Hetherington is hopeful affordable housing and precarious employment are also on the new government’s agenda.

“A poll out (election day) said the No. 1 issue on Ontarians’ minds is housing. When I was CEO of Habitat for Humanity from 2000 to 2013, we stamped our feet that housing was a major issue. It was never even on the radar. Now it is,” he said.

“We can see over and over again, the new faces at food banks are individuals cobbling together two or three jobs to make ends meet, going without dental or medical for their kids …” Hetherington said. “Difficult questions we’re forcing people to address.”

Currently, Daily Bread serves 160,000 clients a month. Hetherington predicts that number will spike to 220,000 a month, nearly four times what it was pre-pandemic, during the charity’s next fiscal year, which starts July 1.

Meanwhile, Louis March, founder of Zero Gun Violence Movement, is urging the next government to come up with a “strategic action plan” to deal with gun violence.

“We have one from the feds. We have one from the city,” he said, adding he wants the next provincial government to have the “courage” to incorporate a strategic plan with the other levels of government.

On May 30, the federal government tabled legislation that would freeze the sale of handguns in Canada.

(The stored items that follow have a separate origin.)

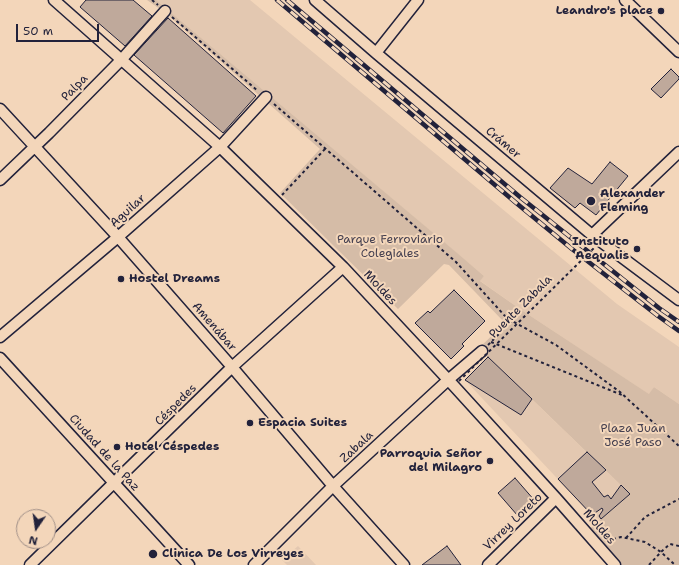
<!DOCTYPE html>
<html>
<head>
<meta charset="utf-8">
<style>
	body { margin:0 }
	#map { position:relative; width:679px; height:565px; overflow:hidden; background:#f3d6ba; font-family:"Shantell Sans",sans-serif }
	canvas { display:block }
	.north { position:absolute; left:16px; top:509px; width:40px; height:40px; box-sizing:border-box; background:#f3d6ba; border:1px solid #9f8e87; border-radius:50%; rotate:193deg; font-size:11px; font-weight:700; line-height:16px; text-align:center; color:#22223b }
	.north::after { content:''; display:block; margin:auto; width:14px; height:18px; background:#22223b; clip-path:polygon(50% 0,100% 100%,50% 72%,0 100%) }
	.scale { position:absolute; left:16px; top:24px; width:83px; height:18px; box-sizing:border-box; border:2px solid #22223b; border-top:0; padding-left:5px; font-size:12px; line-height:14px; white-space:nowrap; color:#22223b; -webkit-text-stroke:3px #f3d6ba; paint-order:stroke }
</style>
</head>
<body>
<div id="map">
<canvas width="679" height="565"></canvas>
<div class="north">N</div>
<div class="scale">50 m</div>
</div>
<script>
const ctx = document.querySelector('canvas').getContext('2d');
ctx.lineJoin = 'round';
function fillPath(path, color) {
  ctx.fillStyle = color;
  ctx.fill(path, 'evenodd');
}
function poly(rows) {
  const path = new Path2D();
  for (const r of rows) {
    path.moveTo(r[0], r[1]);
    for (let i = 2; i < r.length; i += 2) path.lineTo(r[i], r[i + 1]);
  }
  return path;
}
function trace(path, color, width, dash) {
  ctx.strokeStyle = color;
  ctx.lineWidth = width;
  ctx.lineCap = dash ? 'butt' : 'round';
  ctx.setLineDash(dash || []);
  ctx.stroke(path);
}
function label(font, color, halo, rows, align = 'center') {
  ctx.font = font + ' "Shantell Sans",sans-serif';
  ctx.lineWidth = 4;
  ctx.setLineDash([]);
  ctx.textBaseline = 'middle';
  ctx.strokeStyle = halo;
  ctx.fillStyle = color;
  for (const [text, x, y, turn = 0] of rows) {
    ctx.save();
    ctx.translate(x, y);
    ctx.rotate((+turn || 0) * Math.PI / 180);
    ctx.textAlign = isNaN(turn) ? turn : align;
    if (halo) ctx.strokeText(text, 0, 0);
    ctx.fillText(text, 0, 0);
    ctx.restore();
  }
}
const built = poly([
	[156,0,250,0,617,304,679,347,679,404,654,387,650,395,520,309,479,280,484,276],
	[488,357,630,494,598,522,465,380],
	[298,546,316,565,287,565,282,560]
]);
const green = poly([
	[147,0,156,0,456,252,484,276,480,281,520,309,649,394,654,387,679,404,679,565,615,565,586,532,630,494,479,348,505,323,449,265,444,264,398,309,280,193,320,149,167,14]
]);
const building = poly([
	[86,0,133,0,152,16,125,46,80,7,86,0],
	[168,18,256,96,223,133,134,55,168,18],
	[671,69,679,77,679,79,661,98,651,89,671,69],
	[610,162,628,176,596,215,580,203,575,208,550,188,568,168,592,184,610,162],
	[454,290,485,321,462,344,464,346,451,359,415,323,428,311,430,313,454,290],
	[488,357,532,399,521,415,465,380,488,357],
	[587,452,606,470,592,482,604,497,608,495,611,499,621,485,630,494,601,519,599,516,603,510,602,508,592,515,558,479,587,452],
	[515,478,535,501,518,516,498,493,515,478],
	[447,546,461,565,422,565,447,546]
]);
const path = poly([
	[152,0,158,5],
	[172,17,258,91],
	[274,104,456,262,504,315,512,321],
	[282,195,325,149],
	[491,342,622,395],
	[488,345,512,321,556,345,620,392,679,446],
	[626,538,645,517,679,499],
	[608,542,610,540,621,537,645,542,661,552,675,565],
	[649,565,661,552,670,544,679,546]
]);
const street = poly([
	[54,0,220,147,343,267,454,386,556,498,615,565],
	[315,0,376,53,592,235,679,300],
	[625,0,679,52],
	[376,53,418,0],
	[0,109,118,237,232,367,333,486,404,565],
	[0,180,49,133,122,59,165,11],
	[592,235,679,152],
	[0,337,118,237,220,147,266,97],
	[0,358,189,565],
	[30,565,232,367,343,267],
	[254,565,333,486,448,380,482,351],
	[488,565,556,498]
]);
const rail = poly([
	[277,0,515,202,572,249,658,316,679,331],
	[287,0,520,197,659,308,679,322]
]);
const pathBridge = poly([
	[459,381,596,246]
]);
const markers = [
	[661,11,4,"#22223b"],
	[591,201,5,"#22223b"],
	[637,249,4,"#22223b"],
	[121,279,4,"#22223b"],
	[250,423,4,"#22223b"],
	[117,447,4,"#22223b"],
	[490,461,4,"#22223b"],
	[153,554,5,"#22223b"]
];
const poiNames = [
	["Leandro's place",653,11,"right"],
	["Alexander",600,194],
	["Fleming",600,208],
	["Instituto",629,242,"right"],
	["Aequalis",629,256,"right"],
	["Hostel Dreams",129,279],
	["Espacia Suites",258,423],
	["Hotel Céspedes",125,447],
	["Parroquia Señor",482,454,"right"],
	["del Milagro",482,468,"right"],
	["Clinica De Los Virreyes",162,554]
];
const streetNames = [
	["Palpa",75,88,-45],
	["Crámer",503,143,40],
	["Aguilar",128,211,-42],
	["Moldes",380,288,47],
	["Puente Zabala",521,307,-45],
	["Amenábar",214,327,49],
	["Céspedes",176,405,-45],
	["Zabala",357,447,-43],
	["Ciudad de la Paz",104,453,48],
	["Virrey Loreto",513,522,-44],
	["Moldes",599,527,49]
];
const parkNames = [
	["Parque Ferroviario",390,240],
	["Colegiales",390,254],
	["Plaza Juan",633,429],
	["José Paso",633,443]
];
fillPath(built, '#e3c8b1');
fillPath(green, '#d5bca7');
fillPath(building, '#bfa99b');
trace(building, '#22223b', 1);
trace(street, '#22223b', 13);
trace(path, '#22223b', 2, [3, 3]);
trace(street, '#f3d6ba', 10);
trace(rail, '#22223b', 4.5);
trace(rail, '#f3d6ba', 3, [9]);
trace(pathBridge, '#22223b', 2, [3, 3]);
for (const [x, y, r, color] of markers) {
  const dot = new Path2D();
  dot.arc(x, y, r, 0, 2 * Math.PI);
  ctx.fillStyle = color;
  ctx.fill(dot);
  trace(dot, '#f3d6ba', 1.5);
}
label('bold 12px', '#22223b', '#f3d6ba', poiNames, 'left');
label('12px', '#22223b', '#f3d6ba', streetNames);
label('12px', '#464151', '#f3d6ba', parkNames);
</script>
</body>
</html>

According to Toronto police, there have been 166 shootings and firearm discharges as of May 29 this year, compared to 140 at this time last year. The city is also seeing an increase in gun killings with 19 this year, compared to 12 at this time in 2021.

March is also calling on the premier to close the socio-economic gap between wealthy neighbourhoods and those where gun violence is rampant, such as Rexdale and Jane and Finch, he said. “That means massive investment in these communities that are struggling with poverty, lack of opportunity and criminal activity. I want to see more positive alternatives created for youth in these communities,” he said. “Some of these people that are involved in criminal activity and gang activity see this as their only choice and only alternative.”